Junior doctors across Sussex have joined picket lines for the second time – in protest over pay and conditions.
Hundreds of operations have been postponed and rescheduled in response to the 24-hour strike which started at 8am this morning (January 10).
The medics, many holding banners with the message ‘not safe, not fair’, are proposing to provide emergency care only during the walk out.
Talks between the BMA and the government broke down following a 24-hour strike on January 12. On February 1, the BMA announced its intention to strike on February 10, as planned, but changed the level of service it is asking junior doctors to withdraw from a full walk out.
Western Sussex Hospitals NHS Foundation Trust, which runs St Richard’s in Chichester and Worthing Hospital, said today’s action will be affecting more than 500 patients.
Dr George Findlay, medical director, said: “The safety of our patients is our number one priority and while we are doing all we can to maintain services it has been necessary to postpone some outpatient appointments, as well as day-case and inpatient operations.”
Trusts have warned A&E departments will also be working under significant pressure as the strike continues.
Brighton and Sussex University Hospitals Trust, which runs the Royal Sussex County Hospital in Brighton and Princess Royal Hospital in Haywards Heath, has asked the public to make sure A&E is free for emergencies – encouraging them to use NHS 111, the Urgent Treatment Centre at Crawley Hospital and Brighton Station Health Centre.

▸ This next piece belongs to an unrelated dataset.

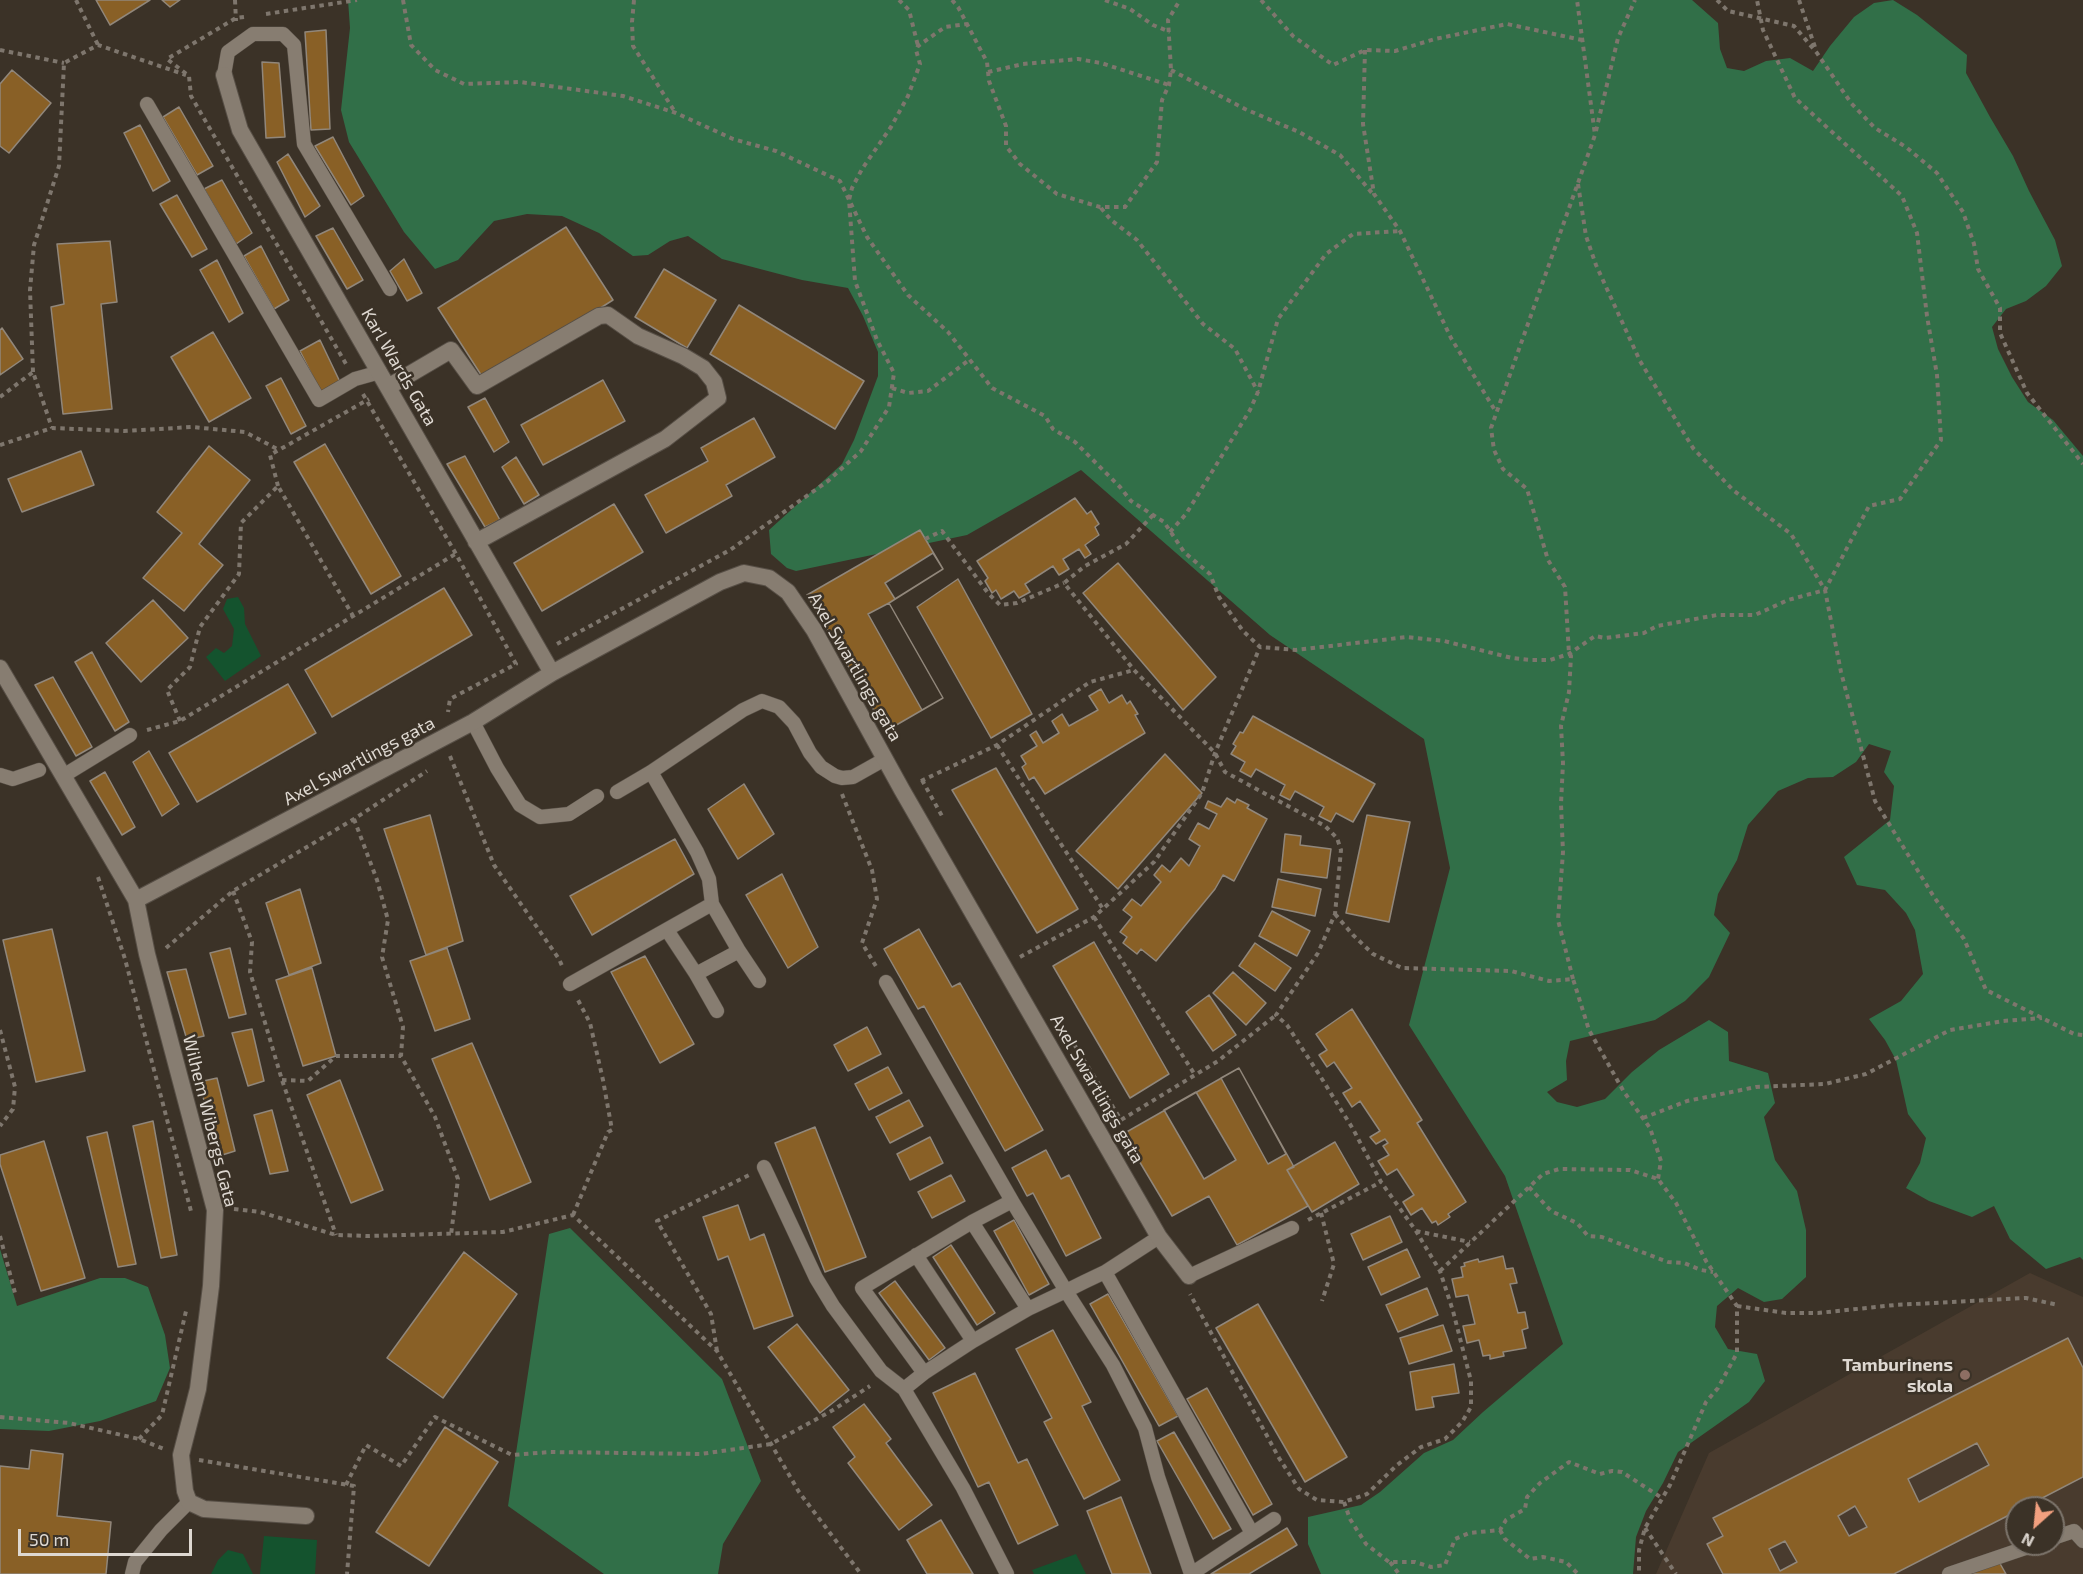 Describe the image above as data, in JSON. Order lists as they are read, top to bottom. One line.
{"streets":{"street":["Karl Wards Gata","Axel Swartlings gata","Wilhem Wibergs Gata"]},"crossings":[["Karl Wards Gata","Axel Swartlings gata"],["Axel Swartlings gata","Wilhem Wibergs Gata"]],"places":["Tamburinens skola"],"scale_bar":"50 m","north":"bottom left"}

A spokeswoman for Surrey and Sussex Healthcare Trust, which runs East Surrey Hospital said: “Our teams of consultant and speciality doctors will be working and providing care during the strike alongside our nurses, therapists and other teams across the trust.”
East Sussex Healthcare Trust, which runs Eastbourne DGH and Conquest Hospital, has joined other trusts in apologising for any disruption caused to patients.

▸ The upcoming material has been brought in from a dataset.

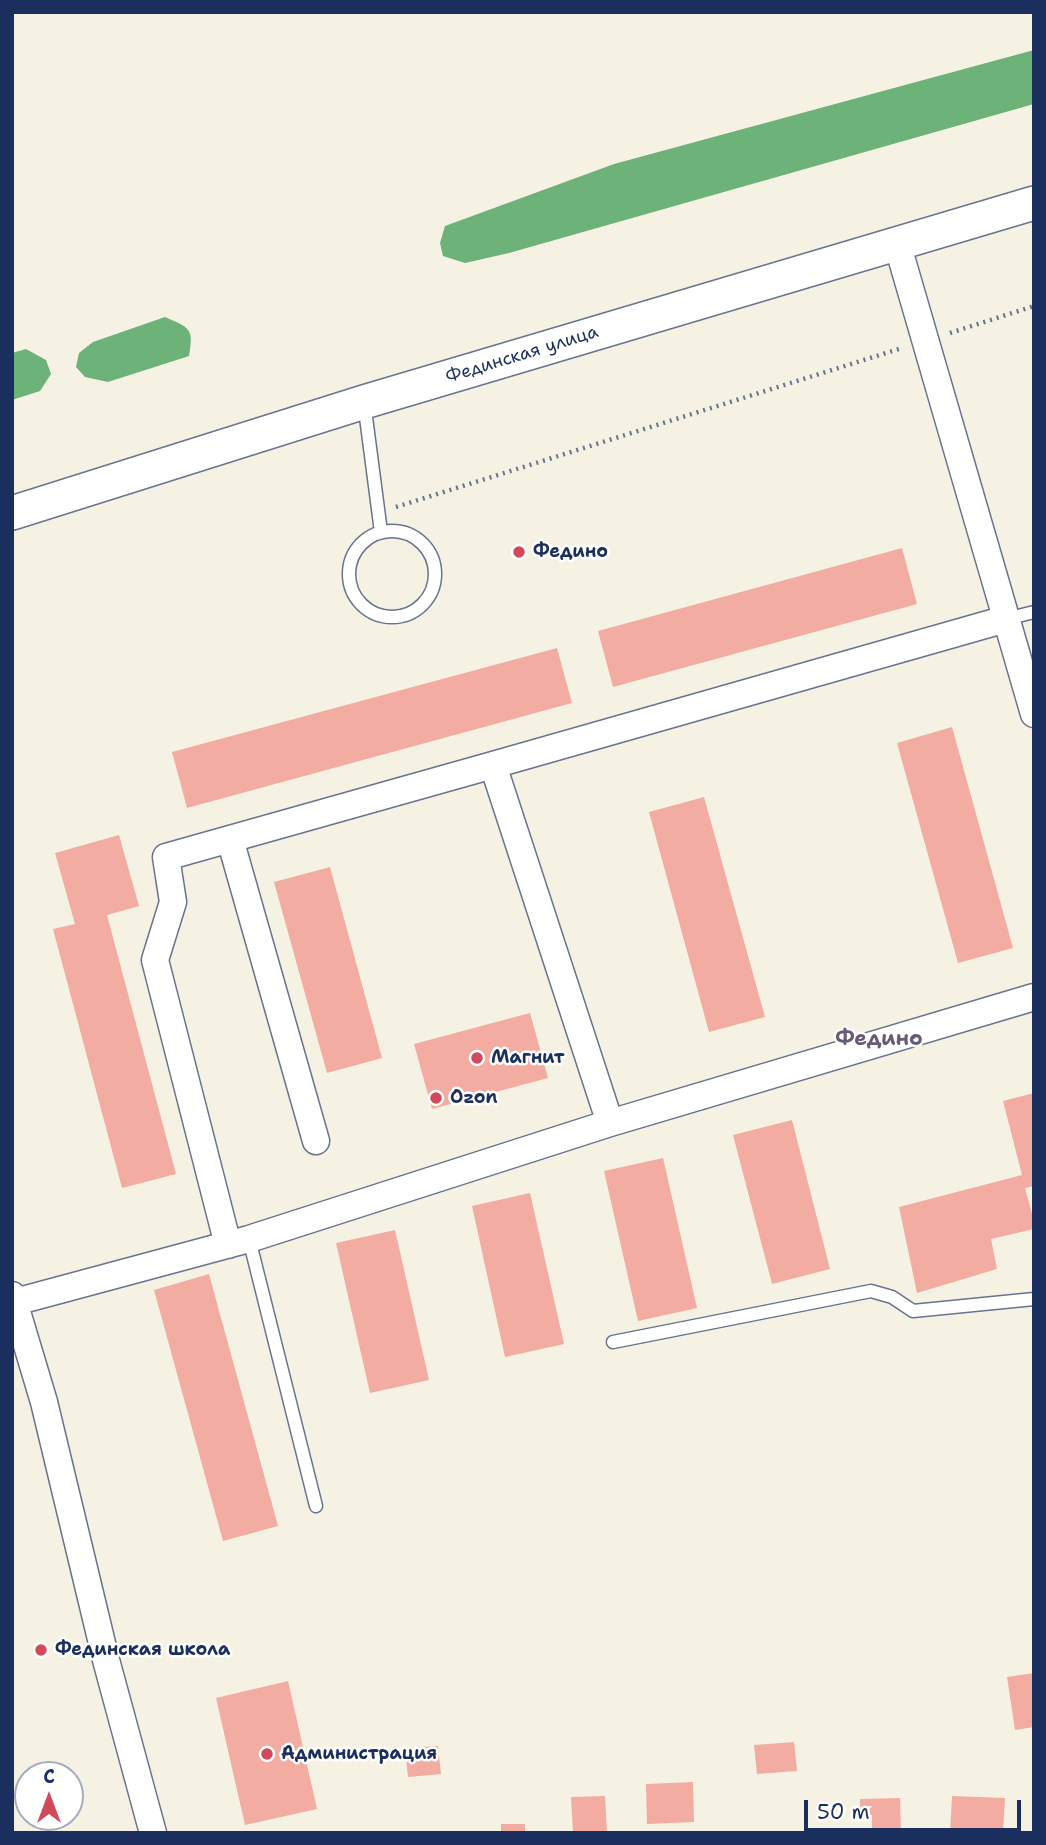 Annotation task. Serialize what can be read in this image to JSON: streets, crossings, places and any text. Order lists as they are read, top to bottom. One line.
{"streets":{"street":["Фединская улица"]},"districts":["Федино"],"places":["Федино","Магнит","Ozon","Фединская школа","Администрация"],"scale_bar":"50 m","north":"top"}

The Department of Health said GP surgeries will be open as normal.
Following a ballot of more than 37,000 junior doctors in England, more than 99 per cent voted in favour of industrial action, and 98 per cent for full strike action.
Negotiations between the BMA and NHS Employers for new consultants and junior doctors’ contracts began in October 2013.
Doctors are arguing the changes – proposed to improve seven-day NHS services — will result in a pay cut and will be unsafe for patients.
The new contract proposes an 11 per cent rise in basic pay for junior doctors.
However, the number of hours during the week which are classed as ‘unsociable’ and therefore better paid – are being cut. This includes Saturday.
The government also proposes to scrap guaranteed pay increases, linked to time in the job, and replace them with a system where junior doctors progress through different stages in training.
It is believed the BMA put offered a proposal during talks that would have seen doctors’ basic pay rise by half the 11 per cent offered by the government in return for Saturday not be treated as a normal working day. However the offer was rejected.
Health secretary Jeremy Hunt is arguing the BMA is the ‘only reason’ a solution to the dispute has not found, and there is mounting speculation the government might impose the contract.
Dr Johann Malawana, BMA junior doctor committee chair, said: “With thousands of junior doctors attending more than 160 pickets and ‘meet the doctor’ events across England, today’s action is a resounding rejection of the Government’s threat to impose an unfair contract, in which junior doctors have no confidence.
“We deeply regret the disruption caused to patients, but this is a fight for the long-term delivery of high quality patient care, for junior doctors’ working lives and for ability of the NHS to rise to the enormous challenges facing it.”